Well, you're probably not read by very many women who aren't sahms, so your sample will be wildly in favor of your hypothesis. :) I'm totally happy at home with my 8 youngins. All of my sahw friends, whether they have many kids or few or none, are likewise clothed and in their right minds. Two of my friends work (more, really, but the two I know most intimately) and neither one has ever to my knowledge been happy the way I am. Friend #1 is on antidepressants, but of course her life choices have nothing whatsoever to do with that. Her career is totes satisfying. Way better than having kids. Of course. Nevermind all the crying.

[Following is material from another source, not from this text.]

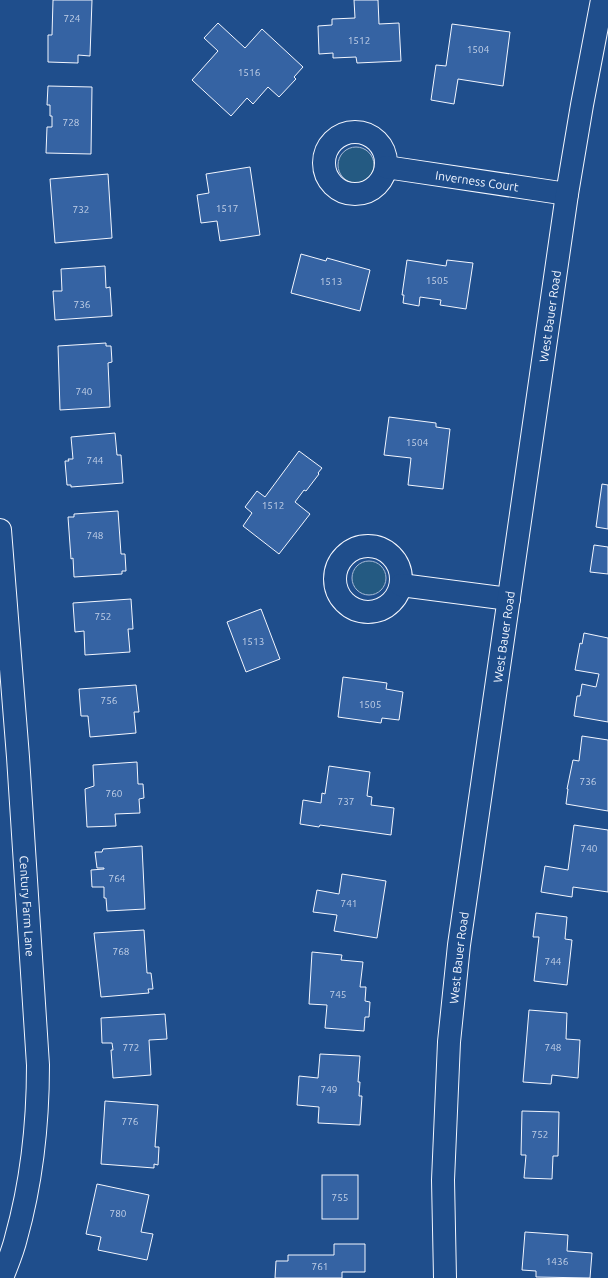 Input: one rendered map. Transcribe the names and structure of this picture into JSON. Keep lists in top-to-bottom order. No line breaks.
{"streets":{"street":["Inverness Court","West Bauer Road","Century Farm Lane"]},"crossings":[["Inverness Court","West Bauer Road"]],"house_numbers":["724","1512","1504","1516","728","1517","732","1505","1513","736","740","1504","744","1512","748","752","1513","756","1505","736","760","737","740","764","741","768","744","745","772","748","749","776","752","755","780","1436","761"]}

Friend #2, older than me by a couple of decades, has never thought she had a choice but to work, since that's just what her generation and her husband chose for her (she wanted to stay home, and did until her kids were school age). She isn't on antidepressants because she has Jesus. She leans heavily on her faith (rightly) to keep from losing her way, but working (not a career, just plain old drudgery) has not made her happy. Quite the opposite. It has actively worked against her happiness.

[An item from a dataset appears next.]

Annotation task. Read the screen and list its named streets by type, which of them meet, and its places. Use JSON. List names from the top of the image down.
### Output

Happiness is not always proof that we've made better choices, but it's a clue.

SQT said...

I have a couple friends who work too. One is pretty even-keel. She wanted to have kids and was unable to carry a baby to term. Her husband left her after 25 years. Kinda sad but she's not the type to hold grudges and they're still friends. She's a generally happy person. Her job is steady but low stress.

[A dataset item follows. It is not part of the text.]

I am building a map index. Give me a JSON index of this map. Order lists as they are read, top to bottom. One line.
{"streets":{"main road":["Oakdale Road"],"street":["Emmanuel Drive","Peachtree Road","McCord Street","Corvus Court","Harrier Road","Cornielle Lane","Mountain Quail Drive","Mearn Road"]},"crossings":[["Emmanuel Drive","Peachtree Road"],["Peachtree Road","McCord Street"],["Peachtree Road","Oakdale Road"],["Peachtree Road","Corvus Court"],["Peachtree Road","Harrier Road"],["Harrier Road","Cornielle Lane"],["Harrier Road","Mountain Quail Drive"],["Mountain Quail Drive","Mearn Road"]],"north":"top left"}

My other friend has a high paying job. She travels a lot and has a great boyfriend. She's miserable. I don't know if she's on antidepressants but she should be. She hates her job and is actively saving so she can retire early. No kids.

tweell said...

My wife went back to work after the children were in school. She'd start as part time, the store would quickly figure out how capable she was, assign her more and more hours, promote her and move her to full-time plus as a manager. She'd get more miserable and take it out on me and the kids, I'd point that out, and she'd quit. We did that three times in six years.

After the third time, I put my foot down. We didn't need her working, and when the tax bite and child care was figured in, she was working for less than minimum wage. 'Twas a big fight, but she was intelligent and eventually agreed that she would stay home. Everyone was much happier, especially her. Cancer took her too soon, but we had some good years there at the end.

Bike Bubba said...

One thing to note here is that stay at home moms may be from relatively wealthier cohort than average, which could be linked to any number of things. My wife and I have never regretted our choice to have her home with our children, though, and one huge benefit of the stay at home mom is that she's not all worn out trying to do yet another thing. I would tend to guess, though, that if you were able to sort out all the confounding factors that yes, not working outside the home leads to better mental health.

Aeoli Pera said...

I'd estimate 90% of corporate women are on head meds, and about 50% of women in unskilled labor.

Aeoli Pera said...

I haven't known a lot of SAHMs. I move every few months so I don't even bother joining churches anymore, and I don't know where else you'd even run into them.

Aeoli Pera said...

...and about 50% of women in unskilled labor.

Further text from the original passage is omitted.